The risks and benefits of running a franchise business

The risks and benefits of running a franchise business

With the growing appetite for investment and trade in the Kingdom, as well as the stimulating environment for entrepreneurs and business startups, franchise contracts have emerged as an increasingly popular business model.
There is no standard definition of a commercial franchise agreement, but in its simplest form it is a contract between a franchiser and a franchise, whereby for a fee the former allows the latter to use technical knowledge or intellectual property for the distribution of products or services under a brand name that the franchiser owns and is often known globally.
Commercial franchising began in Saudi Arabia in the late 1970s and flourished significantly in the early 1990s. Franchises are now widely spread throughout the Kingdom in the form of, for example, internationally known restaurant chains and technology companies.
The enthusiasm of entrepreneurs and traders for commercial franchises may be attributed to their low-risk nature, as well as the financial benefits for both parties. The franchisee gains from the administrative experience of the franchiser, who can provide advice on issues such as finance, accounting and the law. Also, a well-known brand or trademark will help the franchise with marketing and promotion. Another important benefit of the franchise is the relative ease of obtaining funding from banks or financial institutions, because of the history of the business and its approved management mechanisms. Meanwhile, the franchiser benefits from the broad and rapid spread of the brand.

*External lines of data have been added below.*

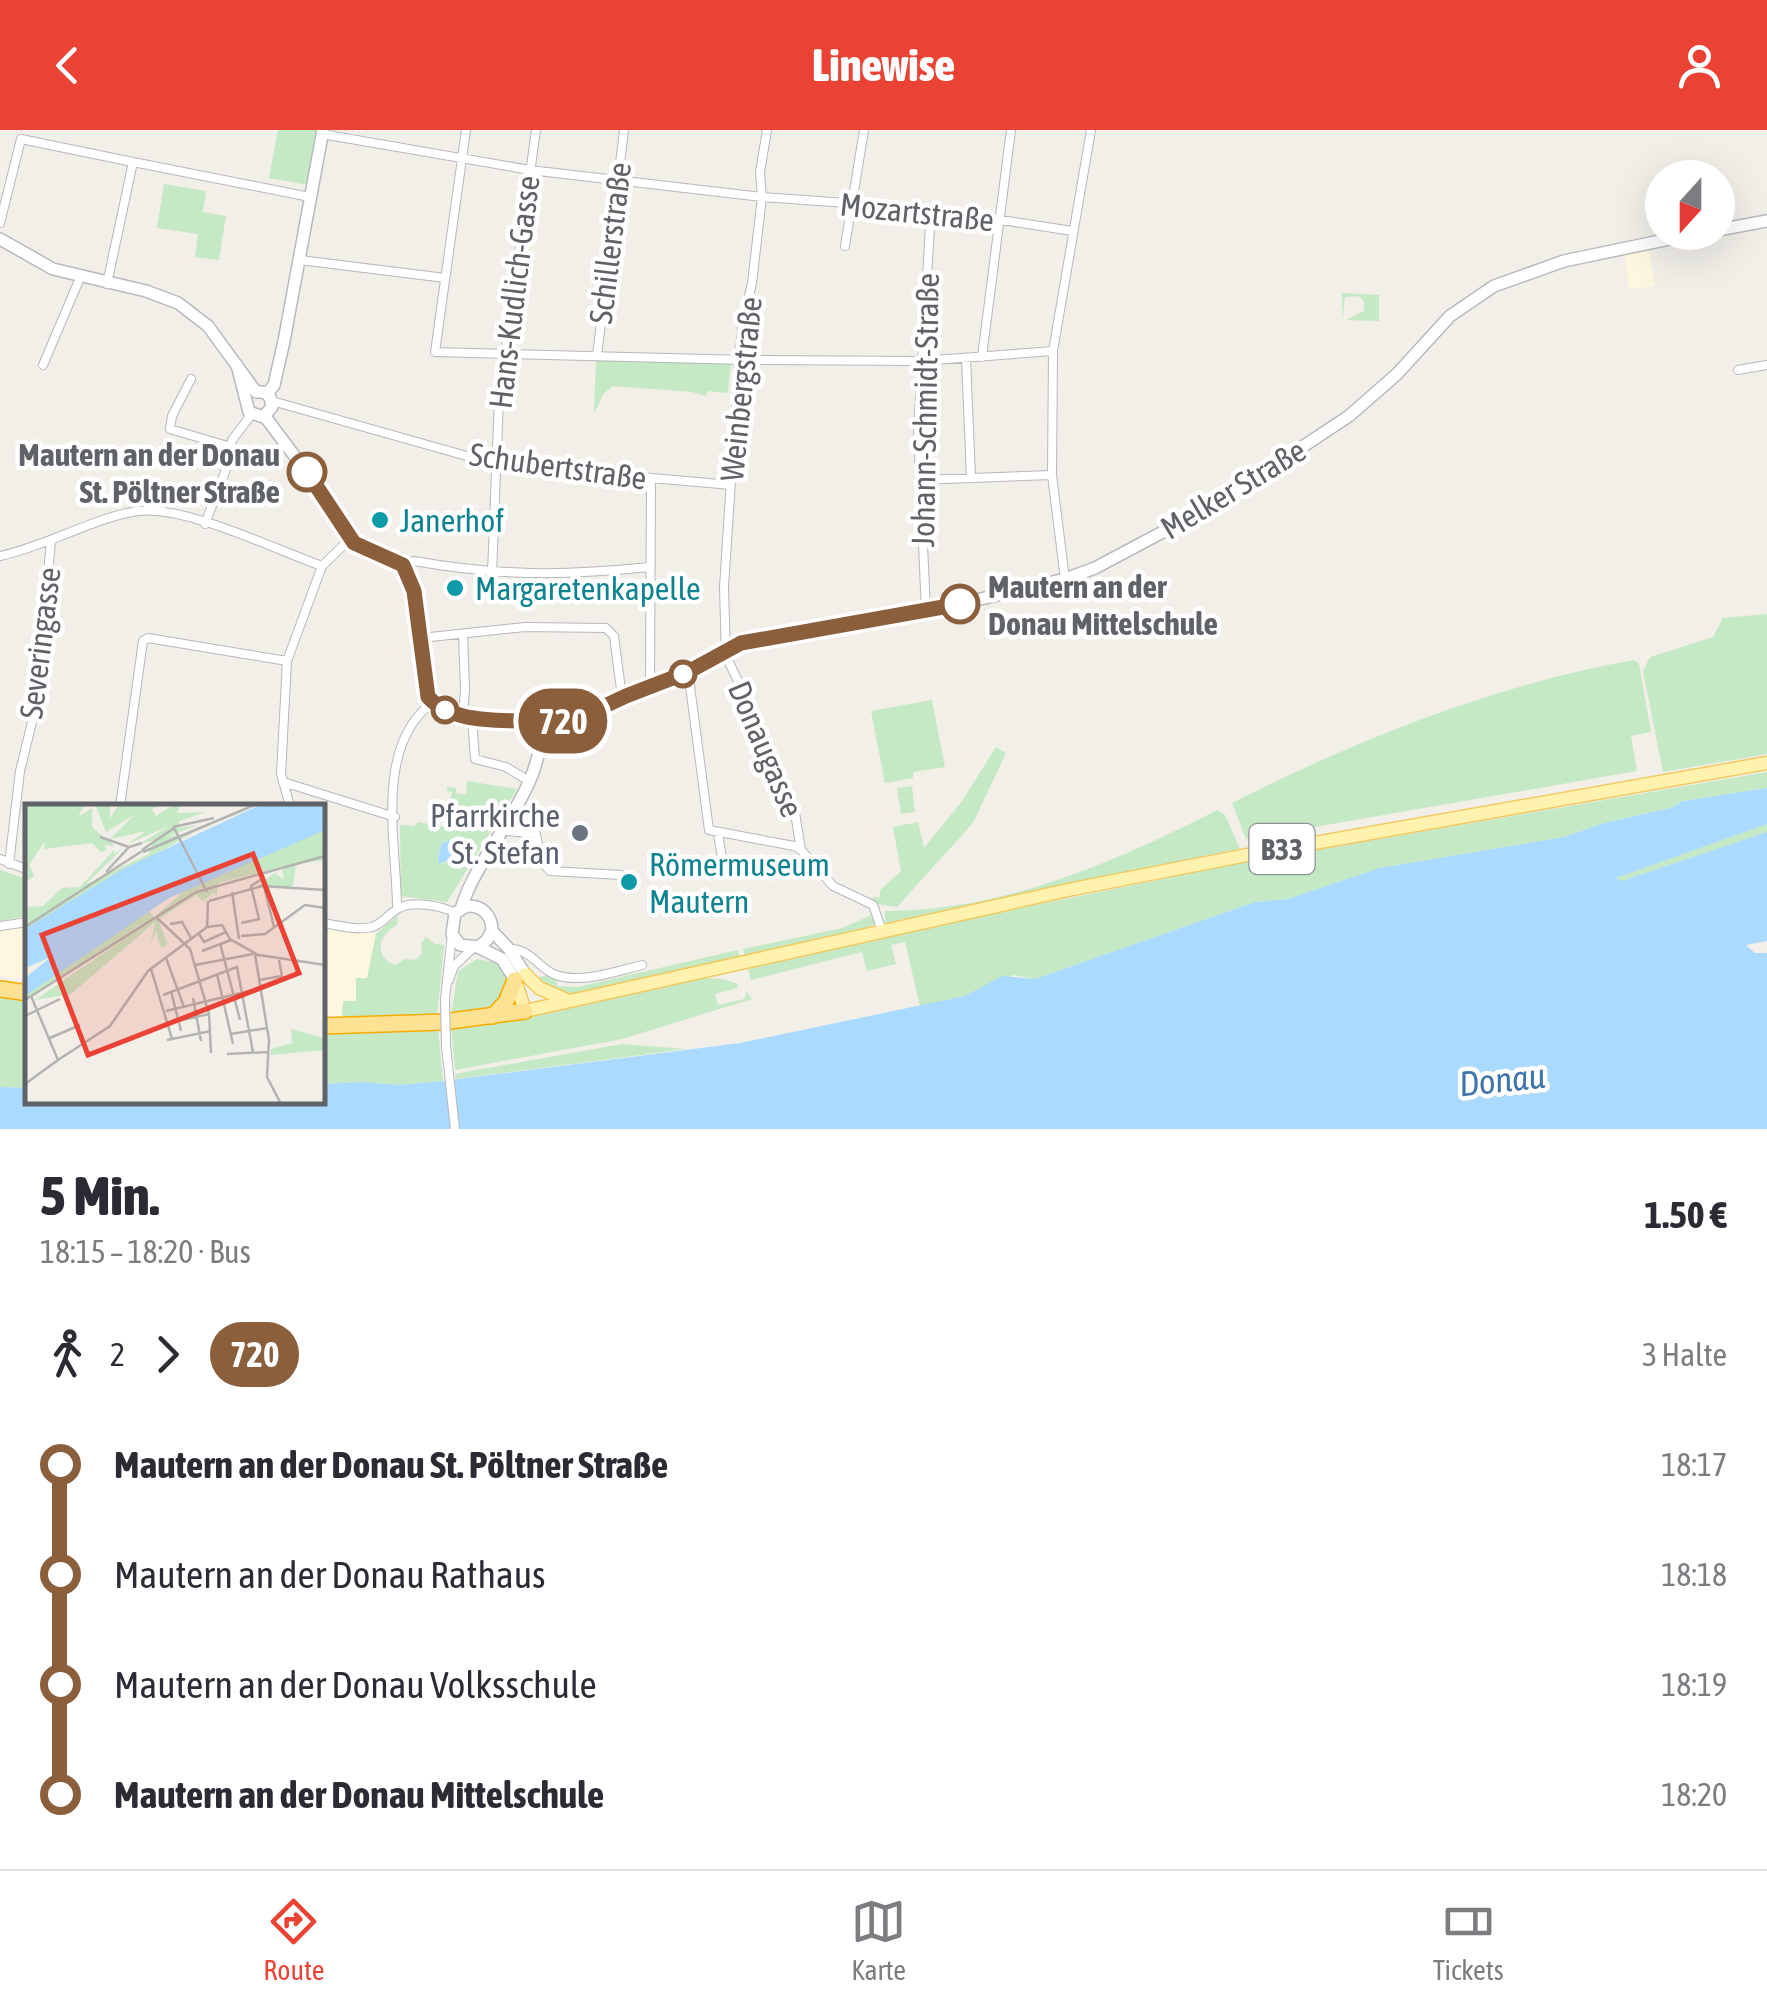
<!DOCTYPE html>
<html lang="de">
<head>
<meta charset="utf-8">
<style>
  body { margin:0; font-family:"Asap Condensed",sans-serif; background:#f2f2f3; color:#2b2b33; height:100vh; display:flex; flex-direction:column; font-size:38px; white-space:nowrap }
  * { box-sizing:border-box; margin:0 }
  p { font-size:32px; color:#7c7c81 }
  .icon { flex:none; width:55px; height:55px; fill:none; stroke:currentColor; stroke-width:2; stroke-linecap:round; stroke-linejoin:round }
  .map { position:relative; height:999px; overflow:hidden }
  .drawer { display:flex; flex-direction:column; background:#fff; flex:1 }
  .drawer>* { flex:none }
  .badge { padding:0 20px; border-radius:32px; font-size:35px; line-height:65px }
  .needle { width:65px; rotate:201deg }
  .buttons { position:absolute; left:1645px; top:30px; display:grid; gap:20px }
  .buttons a { display:grid; place-items:center; width:90px; height:90px; border-radius:50%; background:#fff; box-shadow:0 10px 40px #0002; font-size:50px }
  .map>.badge { position:absolute; translate:-50% -50%; box-shadow:0 0 0 5px #fff }
  .legs { display:flex; align-items:center; gap:15px; height:110px; padding:0 40px; font-size:32px }
  .legs p { margin-inline-start:auto }
  .head { display:flex; align-items:center; justify-content:space-between; height:170px; padding:0 40px }
  h1 { font-size:55px; font-weight:800; line-height:75px }
  ul { padding:0 40px; list-style:none }
  li { display:flex; align-items:center; gap:35px; height:110px; font-size:38px }
  li i { display:grid; place-items:center; width:15px; height:100%; margin:0 12px; background:currentColor }
  li i::after { content:''; width:25px; height:25px; margin:-12px; border:8px solid; border-radius:50%; background:#fff }
  li p { margin-inline-start:auto }
  li:first-child i { background:linear-gradient(#0000 50%,currentColor 0) }
  li:last-child i { background:linear-gradient(currentColor 50%,#0000 0) }
  header { display:flex; justify-content:space-between; align-items:center; height:130px; padding:0 40px; background:#ea4335; color:#fff; font-size:45px; font-weight:800 }
  .menu { display:flex; justify-content:space-around; align-items:center; height:140px; border-top:2px solid #e1e1e2; background:#fff; font-size:28px; color:#7c7c81 }
  .menu a { display:grid; justify-items:center; gap:5px }
  .menu .on { color:#ea4335 }
  .map>svg:first-child { display:block }
</style>
</head>
<body>
<header><svg class="icon" aria-label="back" viewBox="0 0 24 24"><path d="M15 5l-7 7 7 7"/></svg>Linewise<svg class="icon" aria-label="person" viewBox="0 0 24 24"><circle cx="12" cy="8" r="4"/><path d="M4 21q1-7 8-7t8 7"/></svg></header>
<div class="map">
<svg width="1767" height="999" viewBox="0 0 1767 999">
  <rect width="100%" height="100%" fill="#f1efe8"/>
  <path fill="#fef7e0" d="M1649,118L1654,156L1629,159L1625,123Z
    M27,786V850L0,846V791Z
    M322,796L376,804L367,848L356,871L342,887L323,886Z"/>
  <path fill="#c5e8c5" fill-rule="evenodd" d="M278,0H318L308,55L269,48Z
    M164,54L206,61L203,82L226,86L219,130L195,127L198,104L157,98Z
    M1342,163L1379,165V191L1346,190L1364,181V171L1358,166L1345,167L1342,191Z
    M596,228L731,232L728,263L708,261L706,266L692,262L613,256L603,264L594,284Z
    M1767,484V624L1663,642L1643,541L1650,527L1713,507L1723,488Z
    M1634,530L1639,534L1651,602L1631,606L1637,641L1246,709L1232,673C1356,610 1497,554 1634,530Z
    M932,570L945,637L913,642V648L885,653L871,581Z
    M996,617L1006,623L973,693L897,777L877,774L872,767H880V760L901,741L893,697L918,692L924,718L962,671Z
    M1767,642V658L1683,671L1671,678L1604,693L1564,707L1380,738L1288,769L1255,772L1035,849L1014,845L965,866L920,876L905,812L891,815L896,834L867,841L862,822L751,850L748,839L903,802L1247,732Z
    M467,651L517,659L447,772L401,766L400,695L414,696L418,692L445,697L452,662L447,661V657L456,658L457,664H466ZM457,707L459,728L439,734L438,727L442,713Z
    M912,656L915,682L901,684L897,658Z
    M1217,680L1225,685L1240,719L885,793V781C1002,781 1114,733 1217,680Z
    M1767,694V702L1622,751L1616,748Z
    M0,740L27,749V786L0,791Z
    M874,784L876,793L863,800L745,826L743,819L842,798Z
    M398,785L397,795C377,805 374,827 395,835L405,829L415,830L422,824L421,814L426,807L435,814L444,815L437,887L323,891L322,886L342,887L343,871H356V848H367L376,804Z
    M738,820L740,827L574,864L547,860L537,848L547,845L557,851V856L577,857Z
    M477,829L492,832L494,829L507,840L510,858L491,879L451,886L458,841Z
    M704,848L723,849L738,854L737,858L715,864L718,875L744,869L747,862L752,869L622,909L455,940L451,897L527,888Z
    M0,864L27,868V958L0,957Z
    M438,898L443,951L399,955L362,952L323,954V902Z
    M622,914L686,919L456,949L455,944Z"/>
  <path fill="#aadaff" d="M1767,658V694L1616,748L1622,751L1767,702V811L1746,815L1755,823H1767V999H0V957L27,958L28,972H322L323,954L362,952L399,955L443,951L740,913L965,866L1002,846L1035,849L1255,772L1288,769L1380,738L1564,707L1604,693L1671,678L1683,671Z
    M457,707L466,714L463,724L439,734L438,727L442,713Z"/>
  <g fill="none" stroke-linecap="round" stroke-linejoin="round">
    <defs>
      <path id="street" d="M466,0L435,222L745,230L921,231L1053,221
        M767,0L760,42L762,67L752,153L743,191L739,230L724,457L726,526L765,608L795,683L801,720L833,756L873,775L882,801
        M322,4L530,40L762,67L931,79L1072,101
        M0,93L21,9L133,32
        M845,116L864,0
        M300,130L445,148
        M107,154L133,32L310,67
        M597,226L624,0
        M982,227L1011,0
        M966,228L971,348
        M43,235L80,148
        M1738,240L1767,235
        M191,249L172,286L170,299L231,317
        M272,271L495,334L731,355
        M919,350L1052,345
        M205,394L230,329L232,310L252,284
        M0,426C45,417 97,386 139,381C187,376 274,419 322,436
        M403,435L414,431C499,446 563,446 649,437
        M492,443L499,268L536,0
        M1065,449L1052,345L1053,221L1091,0
        M926,482L918,302L931,79
        M463,504L465,559L463,587
        M421,508L525,497L606,498L614,506L622,567
        M688,541L709,700L794,716L801,720
        M650,557L651,349
        M472,588L475,629L506,637L529,651
        M283,652L395,687
        M120,676L143,511L148,508L287,531
        M290,676L281,644L287,531L322,436L350,409
        M500,700L536,704L541,731L550,741L621,745
        M718,704L724,739
        M0,729L28,740
        M9,734L20,641L35,580L51,411
        M397,778C397,715 373,616 433,572
        M322,793C338,795 356,801 372,797C384,793 389,783 399,778C413,770 442,776 455,783
        M0,796L28,792
        M509,819C531,818 537,838 556,845C581,854 617,841 642,835
        M449,850L454,836L473,818
        M445,869L452,804
        M446,916L455,999"/>
      <path id="secondary" d="M1718,100L1767,91
        M0,109L53,139L146,161L178,173L208,196L256,262H264L270,267L272,277L264,286
        M237,235L249,282L266,288L327,369L354,413L403,435L414,461L428,567C453,594 498,589 532,591L540,596
        M267,264L274,255L284,211L323,0
        M540,596L579,589L622,567L678,546L741,513L926,482L1065,449L1095,438L1221,371L1349,286L1397,244L1450,186L1494,156L1564,131L1703,102
        M461,779C478,720 547,658 540,596
        M492,801L487,810L478,817L460,815L452,804L455,783L467,776C482,775 492,785 492,801L509,819L525,844
        M478,817L502,829L515,850"/>
      <path id="primary" d="M525,844L539,858L569,871
        M515,850L525,881
        M525,881L1073,759L1247,725L1767,633"/>
      <path id="highway" d="M0,859L28,863
        M493,886L506,872L515,850
        M322,896L443,892L525,881"/>
    </defs>
    <use href="#street" stroke="#b5b8bc" stroke-width="10"/>
    <use href="#secondary" stroke="#b6babf" stroke-width="14"/>
    <use href="#primary" stroke="#f2c960" stroke-width="15"/>
    <use href="#highway" stroke="#f9ab00" stroke-width="18"/>
    <use href="#street" stroke="#fff" stroke-width="8"/>
    <use href="#secondary" stroke="#fff" stroke-width="11"/>
    <use href="#primary" stroke="#fff2af" stroke-width="12"/>
    <use href="#highway" stroke="#fde293" stroke-width="15"/>
    <defs>
      <path id="street-bridge" d="M445,869L446,916"/>
    </defs>
    <use href="#street-bridge" stroke="#b5b8bc" stroke-width="10" stroke-linecap="butt"/>
    <use href="#street-bridge" stroke="#fff" stroke-width="8"/>
  </g>
  <g fill="none" stroke-linecap="round" stroke-linejoin="round">
    <defs>
      <path id="line-1" d="M307,342L354,413L403,435L414,461L428,567C453,594 498,589 532,592L540,596L579,588L626,566L688,542L741,513L960,474"/>
    </defs>
    <use href="#line-1" stroke="#fff" stroke-width="22"/>
    <use href="#line-1" stroke="#8b5e3c" stroke-width="15"/>
  </g>
  <g fill="#fff" stroke="#8b5e3c" stroke-width="5">
    <circle cx="307" cy="342" r="18"/>
    <circle cx="960" cy="474" r="18"/>
    <circle cx="683" cy="544" r="12"/>
    <circle cx="445" cy="580" r="12"/>
  </g>
  <g fill="#0f9aa8" stroke="#fff" stroke-width="4">
    <circle cx="380" cy="390" r="10"/>
    <circle cx="455" cy="458" r="10"/>
    <circle cx="629" cy="752" r="10"/>
  </g>
  <circle fill="#6b7280" stroke="#fff" stroke-width="4" cx="580" cy="703" r="10"/>
  <g text-anchor="middle" dominant-baseline="central" stroke-width="9" stroke-linejoin="round" paint-order="stroke">
    <rect fill="#fff" stroke="#8f9295" stroke-width="2.5" x="1249.5" y="694" width="65" height="50" rx="8"/>
    <g font-size="30" font-weight="bold" fill="#5f6368">
      <text x="1282" y="719">B33</text>
    </g>
    <g font-size="32" fill="#5f6368" stroke="#fff">
      <text transform="translate(917 82) rotate(6)">Mozartstraße</text>
      <text transform="translate(610 113) rotate(-83)">Schillerstraße</text>
      <text transform="translate(514 162) rotate(-83)">Hans-Kudlich-Gasse</text>
      <text transform="translate(741 259) rotate(-84)">Weinbergstraße</text>
      <text transform="translate(925 280) rotate(-89)">Johann-Schmidt-Straße</text>
      <text transform="translate(558 336) rotate(8)">Schubertstraße</text>
      <text transform="translate(1233 359) rotate(-31)">Melker Straße</text>
      <text transform="translate(40 513) rotate(-83)">Severingasse</text>
      <text transform="translate(766 619) rotate(67)">Donaugasse</text>
    </g>
    <g font-size="32" font-weight="bold" fill="#5f6368" stroke="#fff" text-anchor="end">
      <text x="280" y="324">Mautern an der Donau<tspan x="280" dy="37">St. Pöltner Straße</tspan></text>
      <text x="988" y="456" text-anchor="start">Mautern an der<tspan x="988" dy="37">Donau Mittelschule</tspan></text>
    </g>
    <g font-size="32" fill="#0d838f" stroke="#fff" text-anchor="start">
      <text x="400" y="390">Janerhof</text>
      <text x="475" y="458">Margaretenkapelle</text>
      <text x="649" y="734">Römermuseum<tspan x="649" dy="37">Mautern</tspan></text>
    </g>
    <g font-size="32" fill="#5b616d" stroke="#fff" text-anchor="end">
      <text x="560" y="685">Pfarrkirche<tspan x="560" dy="37">St. Stefan</tspan></text>
    </g>
    <g font-size="35" font-style="italic" fill="#4174aa" stroke="#fff">
      <text transform="translate(1502 949) rotate(-6)">Donau</text>
    </g>
  </g>
  <g transform="translate(25 674)">
    <rect width="300" height="300" fill="#f1efe8"/>
    <path d="M0,0H60L53,13L67,4V23L90,42L79,41L82,46L76,48L67,39L19,45L20,37L4,61L9,72L0,78ZM70,0H86L84,16L94,0H139L127,5L131,12L150,0H156L152,9L180,8L155,17L153,24L173,21L141,33L169,28L0,125L3,103L18,102L37,84L55,83L90,45L89,50L98,44L61,80L124,50L129,36L113,41L146,21L103,40L121,27L85,35L109,11L81,28ZM300,26V56L271,60L268,83L232,82L250,69L259,76L257,63L193,79L192,90L191,94L190,88L178,97L171,91L133,116L143,140L136,144L131,127L125,141L130,118L46,190L10,196L125,117L0,195V192L46,154L22,176L124,107L129,113L156,90L150,91L176,77L179,83L162,94L180,84L183,91L178,76ZM266,225L299,234V246L246,251V245L267,239Z" fill="#c5e8c5"/>
    <path d="M237,0H300V26L144,94L0,192V174L26,153L0,164V125L98,65Z" fill="#aadaff"/>
    <path fill="none" stroke="#b3b3b1" stroke-width="2.5" d="M148,23L189,14M75,33L104,43M117,46L149,24L182,88M118,48L232,0M81,68L104,43L117,39M239,82L249,123M171,88L300,52M207,88L214,135M183,97L182,123L197,121L205,135L235,152M184,97L237,82L300,86M132,114L165,145L184,210L186,249M216,119L234,115L226,82L240,73M145,120L157,118L167,136M0,123L117,47M174,130L179,138L201,128M216,132L240,130L280,101L300,104M195,139L215,216M177,147L206,136M230,150L244,236L242,273L256,300M234,151L300,161M141,154L159,203M170,161L228,150M126,165L147,235M192,170L208,240M234,176L257,172L254,156M146,187L156,227M138,191L212,163L228,248M168,194L176,237M0,196L171,88M141,207L236,184M0,212L35,195M153,217L184,210M206,230L242,224M25,234L55,221M142,236L186,227M202,250L243,248M33,256L85,222L123,167L182,123M0,280L33,256L6,192"/>
    <path fill="#ea4335" fill-opacity="0.15" stroke="#ea4335" stroke-width="5" d="M228,50L274,169L63,251L17,131Z"/>
    <rect width="300" height="300" fill="none" stroke="#5f6368" stroke-width="5"/>
  </g>
</svg>
<div class="buttons">
<a><svg class="needle" viewBox="-14 -14 28 28"><path d="M0-13l5 13h-10z" fill="#e53935"/><path d="M0 13l5-13h-10z" fill="#7c7c81"/></svg></a>
</div>
<b class="badge" style="left:563px;top:591px;background:#8b5e3c;color:#fff">720</b>
</div>
<section class="drawer">
<div class="head"><div><h1>5 Min.</h1><p>18:15 – 18:20 · Bus</p></div><b>1.50 €</b></div>
<div class="legs"><svg class="icon" aria-label="walk" viewBox="0 0 24 24"><circle cx="13" cy="4" r="2"/><path d="M13 8l-2 6 4 7M11 14l-3 7M7 12l3-4h3l4 4"/></svg>2<svg class="icon" aria-label="forward" viewBox="0 0 24 24"><path d="M9 5l7 7-7 7"/></svg><b class="badge" style="background:#8b5e3c;color:#fff">720</b><p>3 Halte</p></div>
<ul>
<li><i style="color:#8b5e3c"></i><b>Mautern an der Donau St. Pöltner Straße</b><p>18:17</p></li>
<li><i style="color:#8b5e3c"></i><span>Mautern an der Donau Rathaus</span><p>18:18</p></li>
<li><i style="color:#8b5e3c"></i><span>Mautern an der Donau Volksschule</span><p>18:19</p></li>
<li><i style="color:#8b5e3c"></i><b>Mautern an der Donau Mittelschule</b><p>18:20</p></li>
</ul>
</section>
<nav class="menu">
<a class="on"><svg class="icon" aria-label="directions" viewBox="0 0 24 24"><path d="M12 3l9 9-9 9-9-9zM9 14v-3h6M13 9l2 2-2 2"/></svg>Route</a>
<a><svg class="icon" aria-label="map" viewBox="0 0 24 24"><path d="M3 6l6-2 6 2 6-2v14l-6 2-6-2-6 2zM9 4v14M15 6v14"/></svg>Karte</a>
<a><svg class="icon" aria-label="tickets" viewBox="0 0 24 24"><path d="M3 7h18v10H3zM15 7v10"/></svg>Tickets</a>
</nav>
</body>
</html>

On the other hand, the franchisee may face some disadvantages, such as high initial fees demanded by some franchising companies, or the lack of independence in developing new ideas or original products; while most franchising companies do not prohibit this, they nevertheless retain the final say. Another downside for the franchise is that the franchising company may insist on a monopoly in the supply of products; the franchisee may be able to obtain them at lower prices, but is obliged to adhere to the purchase agreement with the franchising company.
These franchising companies also risk deterioration in the quality of their goods and services in a specific geographical area, if the franchise is negligent or fails to follow the agreed business practices.
Nevertheless, despite the risks, commercial franchising contracts have had an enormous impact on economic development in line with the Kingdom’s Vision 2030. Saudi Arabia encourages and supports young people in launching business projects that raise the level of local employment, and help to train budding entrepreneurs in the fundamentals and mechanisms of sound management.
To support such projects, there have been commercial franchise initiatives such as the Social Development Bank and the regional commercial franchise shows and exhibition, which aim to support SMEs and entrepreneurship.
The Ministry of Trade and Investment has also issued a draft of the new Saudi commercial franchise law, which it is hoped will cover many aspects of these contracts, from the drafting of the agreement and its terms, to the powers of the parties and the termination of the contractual relationship between them.
We look forward to the export of Saudi brands to countries around the world using the franchise system, the spread of innovations by our ambitious young people and an increase in the Saudi workforce, all of which will contribute to a balanced workplace environment and success in the fight against unemployment.